O Papa Francisco nos tem alertado contra três perigos que, a seus olhos, constituem as maiores ameaças à vida cristã na atualidade. As advertências contra essas três tentações se encontram principalmente nas exortações apostólicas Evangelii gaudium (EG) e Gaudete et exsultate (GE), porém são recorrentes em todo o ensinamento de Francisco e foram igualmente recolhidas na Carta Placuit Deo (PD), da Congregação para a Doutrina da Fé.

Esses perigos espirituais são a tentação neopelagiana, a tentação gnóstica e a ideologização da fé. Essas três ameaças estão íntima e logicamente relacionadas, como veremos a seguir.

A atitude neopelagiana: o pelagianismo é uma antiga heresia. Seu autor, Pelágio, negava o pecado original e seus efeitos negativos sobre a condição humana; ensinava que está no livre-arbítrio do homem salvar-se por suas próprias forças, sem a necessidade do auxílio sobrenatural de Deus, a graça. O pelagianismo exerceu no Ocidente cristão o mesmo papel do arianismo no Oriente: uma tentativa de destruir o que há de propriamente sobrenatural no Cristianismo. Enquanto o arianismo fazia isso pela negação da divindade de Jesus, o pelagianismo o fazia negando a necessidade da graça.
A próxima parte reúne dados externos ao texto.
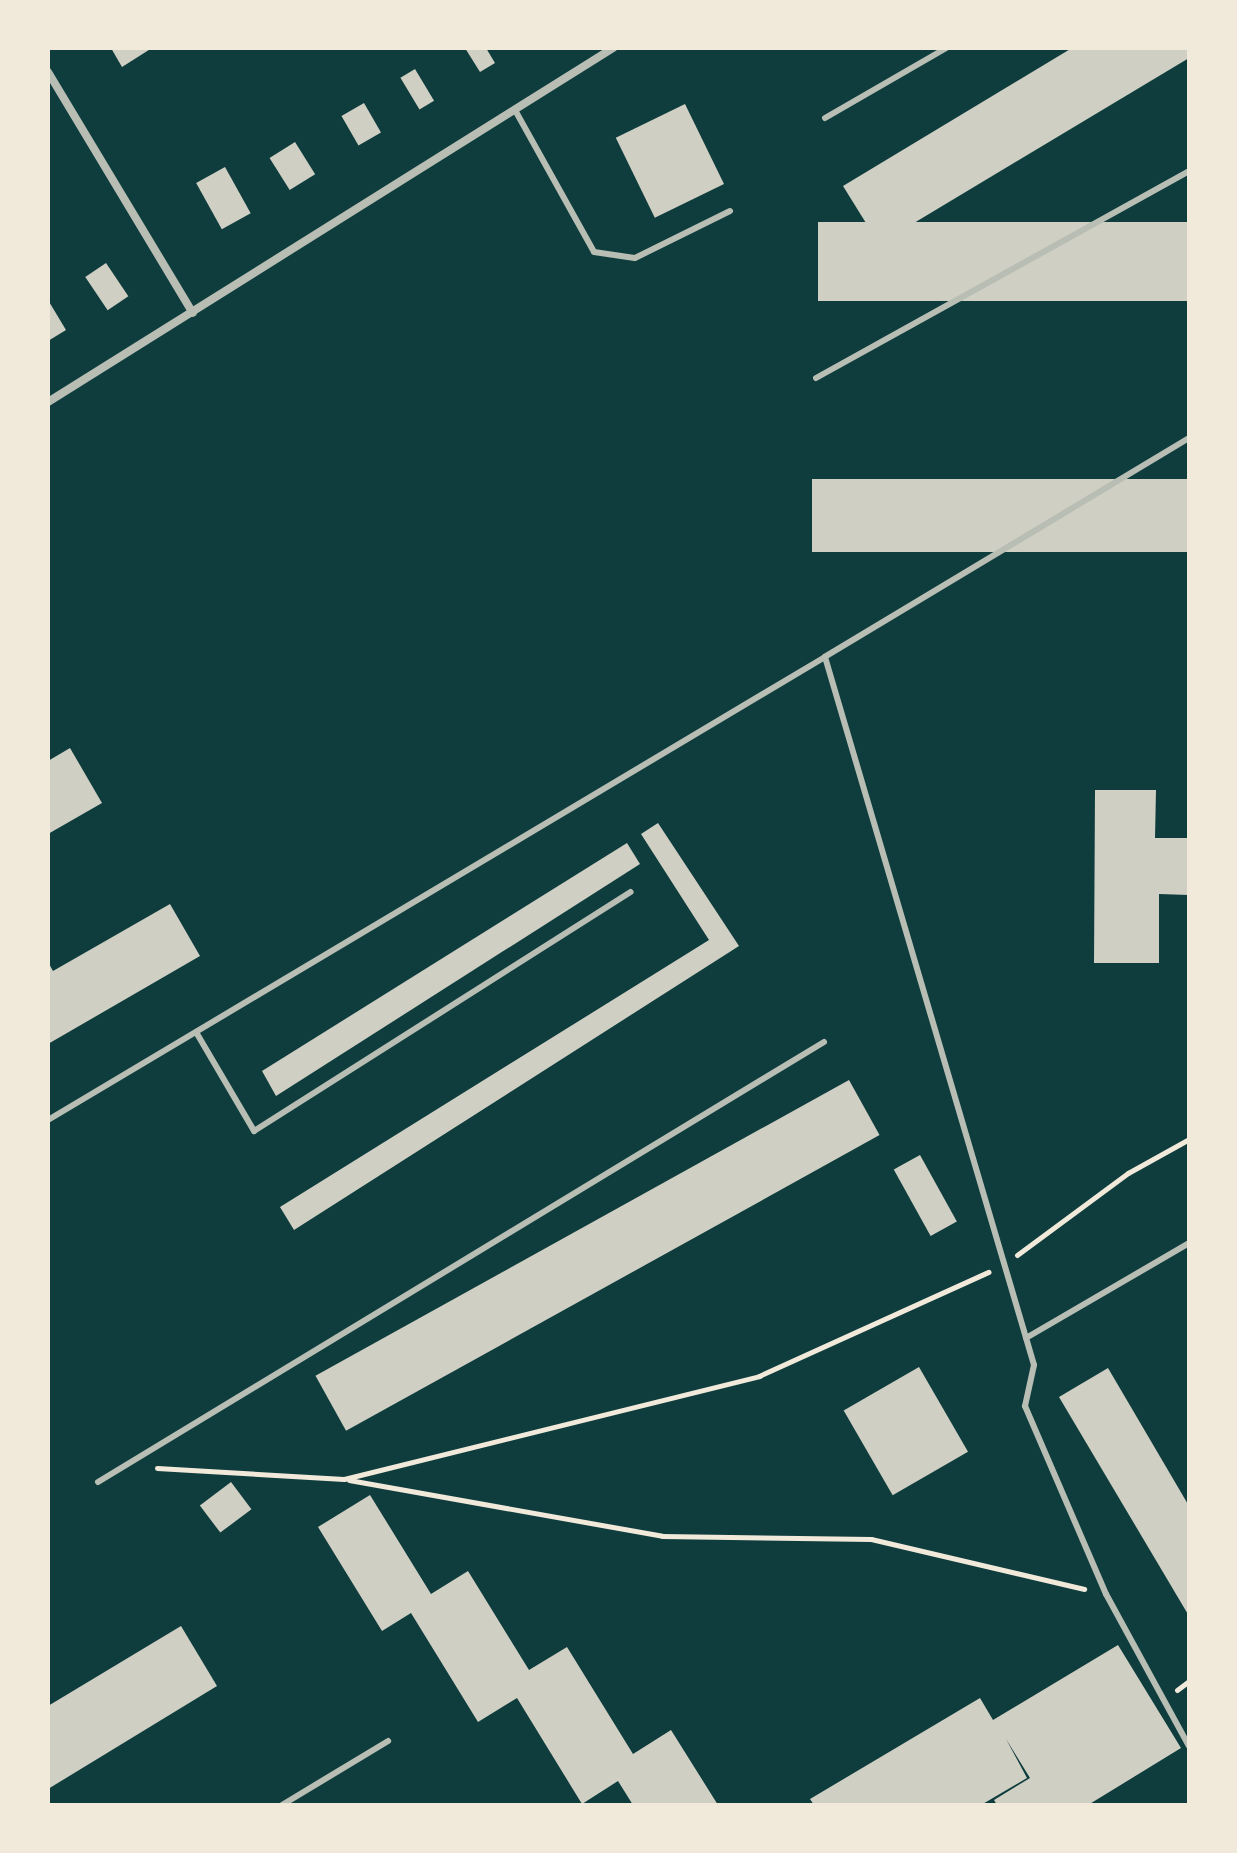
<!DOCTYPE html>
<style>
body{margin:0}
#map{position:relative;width:1237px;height:1853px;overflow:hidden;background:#0f3d3e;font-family:"Source Serif 4",serif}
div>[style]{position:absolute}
.building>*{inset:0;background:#cfcfc3;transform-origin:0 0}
.path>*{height:5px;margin:-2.5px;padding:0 2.5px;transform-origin:2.5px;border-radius:2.5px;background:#f1e9da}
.service>*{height:6px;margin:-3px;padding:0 3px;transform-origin:3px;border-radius:3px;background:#b8beb3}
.minor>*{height:8px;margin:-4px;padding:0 4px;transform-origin:4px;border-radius:4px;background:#b8beb3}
span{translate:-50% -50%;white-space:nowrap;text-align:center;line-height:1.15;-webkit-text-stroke:7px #f1e9da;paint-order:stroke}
.frame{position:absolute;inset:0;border:50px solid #f1e9da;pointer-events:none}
</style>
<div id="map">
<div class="building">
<div style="clip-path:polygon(111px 48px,152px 48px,122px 67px)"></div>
<div style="clip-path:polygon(465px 48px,486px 48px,495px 63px,480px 72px)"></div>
<div style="clip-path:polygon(1072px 48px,1189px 48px,1189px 58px,879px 244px,843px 186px)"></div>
<div style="left:415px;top:69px;width:37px;height:17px;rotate:59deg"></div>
<div style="left:364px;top:103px;width:34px;height:26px;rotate:60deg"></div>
<div style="left:685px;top:104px;width:89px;height:77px;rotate:64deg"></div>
<div style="left:295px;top:142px;width:38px;height:30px;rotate:58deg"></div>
<div style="left:225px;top:167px;width:53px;height:33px;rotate:61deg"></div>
<div style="left:1189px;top:222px;width:79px;height:371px;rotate:90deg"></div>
<div style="left:106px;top:263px;width:40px;height:25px;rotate:56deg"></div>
<div style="clip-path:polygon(48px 300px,66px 330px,48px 341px)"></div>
<div style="left:1189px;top:479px;width:73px;height:377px;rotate:90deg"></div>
<div style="clip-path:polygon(70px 748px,102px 803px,48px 834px,48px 761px)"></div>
<div style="clip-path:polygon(1095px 790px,1156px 790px,1155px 838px,1189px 838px,1189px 895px,1159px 894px,1159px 963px,1094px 963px)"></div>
<div style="clip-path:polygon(658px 823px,739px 946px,294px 1230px,280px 1207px,709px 940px,641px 834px)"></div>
<div style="clip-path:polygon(627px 843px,640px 864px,276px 1096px,262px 1071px)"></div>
<div style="clip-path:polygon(170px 904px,200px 956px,48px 1044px,48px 962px,53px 971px)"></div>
<div style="left:849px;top:1080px;width:63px;height:610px;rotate:61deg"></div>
<div style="left:920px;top:1155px;width:76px;height:30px;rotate:61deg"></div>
<div style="left:919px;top:1367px;width:98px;height:87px;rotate:60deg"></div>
<div style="clip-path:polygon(1108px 1368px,1189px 1506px,1189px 1616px,1059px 1397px)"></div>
<div style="left:231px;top:1482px;width:34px;height:39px;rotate:53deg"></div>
<div style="clip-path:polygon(370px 1495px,431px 1594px,468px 1571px,529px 1670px,567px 1647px,633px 1754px,671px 1730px,718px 1805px,633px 1805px,618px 1781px,582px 1804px,517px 1698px,478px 1722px,411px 1613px,382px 1631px,318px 1527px)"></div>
<div style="clip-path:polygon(181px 1626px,217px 1686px,48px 1789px,48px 1706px)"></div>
<div style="clip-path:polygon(1118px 1645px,1181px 1748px,1088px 1805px,997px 1805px,994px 1800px,1030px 1778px,1006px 1739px,1027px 1778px,981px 1805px,814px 1805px,810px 1799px,980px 1698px,993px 1720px)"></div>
</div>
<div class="path">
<div style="left:1017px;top:1255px;width:138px;rotate:-36.5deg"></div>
<div style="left:1128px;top:1173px;width:70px;rotate:-29.1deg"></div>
<div style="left:157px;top:1468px;width:187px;rotate:3.4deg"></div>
<div style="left:344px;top:1479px;width:428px;rotate:-13.9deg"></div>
<div style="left:759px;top:1376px;width:252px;rotate:-24.4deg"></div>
<div style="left:349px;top:1480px;width:318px;rotate:10.1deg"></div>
<div style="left:662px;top:1536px;width:209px;rotate:0.8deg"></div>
<div style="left:871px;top:1539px;width:219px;rotate:13.2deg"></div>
<div style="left:1177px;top:1690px;width:15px;rotate:-37deg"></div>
</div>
<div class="service">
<div style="left:515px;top:110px;width:162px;rotate:60.9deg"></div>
<div style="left:594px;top:252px;width:41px;rotate:8.3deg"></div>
<div style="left:635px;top:258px;width:106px;rotate:-26.3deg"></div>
<div style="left:825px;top:118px;width:140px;rotate:-30deg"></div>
<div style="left:816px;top:378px;width:427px;rotate:-29deg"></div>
<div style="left:1189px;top:438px;width:425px;rotate:149deg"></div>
<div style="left:825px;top:657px;width:738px;rotate:73.55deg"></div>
<div style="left:1034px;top:1365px;width:42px;rotate:102.4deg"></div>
<div style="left:1025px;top:1406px;width:205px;rotate:66.7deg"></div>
<div style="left:1106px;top:1594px;width:173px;rotate:61.4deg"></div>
<div style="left:196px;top:1032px;width:115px;rotate:59.6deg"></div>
<div style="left:254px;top:1131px;width:446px;rotate:-32.4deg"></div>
<div style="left:48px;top:1120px;width:904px;rotate:-30.79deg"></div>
<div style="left:1026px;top:1338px;width:189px;rotate:-30.2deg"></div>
<div style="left:98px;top:1482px;width:849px;rotate:-31.22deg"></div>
<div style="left:282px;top:1805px;width:124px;rotate:-31.1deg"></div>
</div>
<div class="minor">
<div style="left:48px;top:72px;width:281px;rotate:59deg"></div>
<div style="left:48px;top:402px;width:667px;rotate:-32.07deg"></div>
</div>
<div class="frame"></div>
</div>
O neopelagianismo criticado por Francisco é menos uma falsa doutrina do que uma atitude viciosa. Em nossos dias, não mais contesta teoricamente a necessidade da graça. Entretanto, prega que se vive como se a graça não existisse ou não se precisasse dela. Constrói sua vida espiritual baseada em suas próprias forças. O paroxismo desse fenômeno é encontrado em certos jovens que, perplexos com os problemas internos da Igreja e com a hostilidade que ela sofre do mundo, pretendem salvá-la. Essa pretensão, todavia, desconhece o que a Igreja tem de sobrenatural e de mistério. Tratase da inversão completa das relações que deve haver entre a Igreja e seus filhos: a Igreja não precisa que eu a salve, eu é que preciso dela para me salvar. Uma Igreja que precisasse ser salva pelos homens não mereceria ser salva.

A tentação gnóstica: o gnosticismo, talvez a pior heresia de todos os tempos, acompanha a Igreja desde Simão, o Mago (cf. At 8,8-24). Foi denunciado por São Paulo Apóstolo (cf. 1Tm 4,1-5) e São João Evangelista (cf. 1Jo 4,1-6). Santo Irineu de Lião, no século II, o chamou simplesmente de “a Heresia”. Sua malignidade especial vem de seu caráter capcioso, pelo qual, como alerta Francisco, “disfarça-se de verdade católica” (GE, 35) ou, no dizer de Santo Irineu, “parece mais verdadeiro que a própria verdade”. O gnosticismo promete o encontro com Deus por meio de um conhecimento salvador que o homem encontraria, para além da lógica e da razão, no interior de si mesmo. Trata-se de um pseudomisticismo em que o indivíduo, buscando aderir a Deus, na verdade consegue apenas se inebriar de si mesmo, ao contrário da autêntica mística cristã, em que o homem se une a Deus pela caridade sobrenatural e pelo dom espiritual da sabedoria. Na medida em que dispensa a graça, o gnosticismo pode ser visto como uma forma sofisticada de pelagianismo, particularmente sedutora para aqueles interessados numa vida espiritual mais profunda.

A ideologização da fé: se a atitude neopelagiana na vida contemplativa acaba conduzindo ao gnosticismo, a ideologização da fé é o neopelagianismo em ação. O Cristianismo é reduzido a mero pretexto retórico para agir no mundo ou mesmo a um instrumento de manipulação das consciências e aquisição de poder. As exigências da vida cristã são assim prostituídas a conveniências políticas e a paixões partidárias, quando, na reta razão das coisas, a política é que deveria se subordinar à ordem moral, sem se comprometer a identidade cristã nas disputas ideológicas.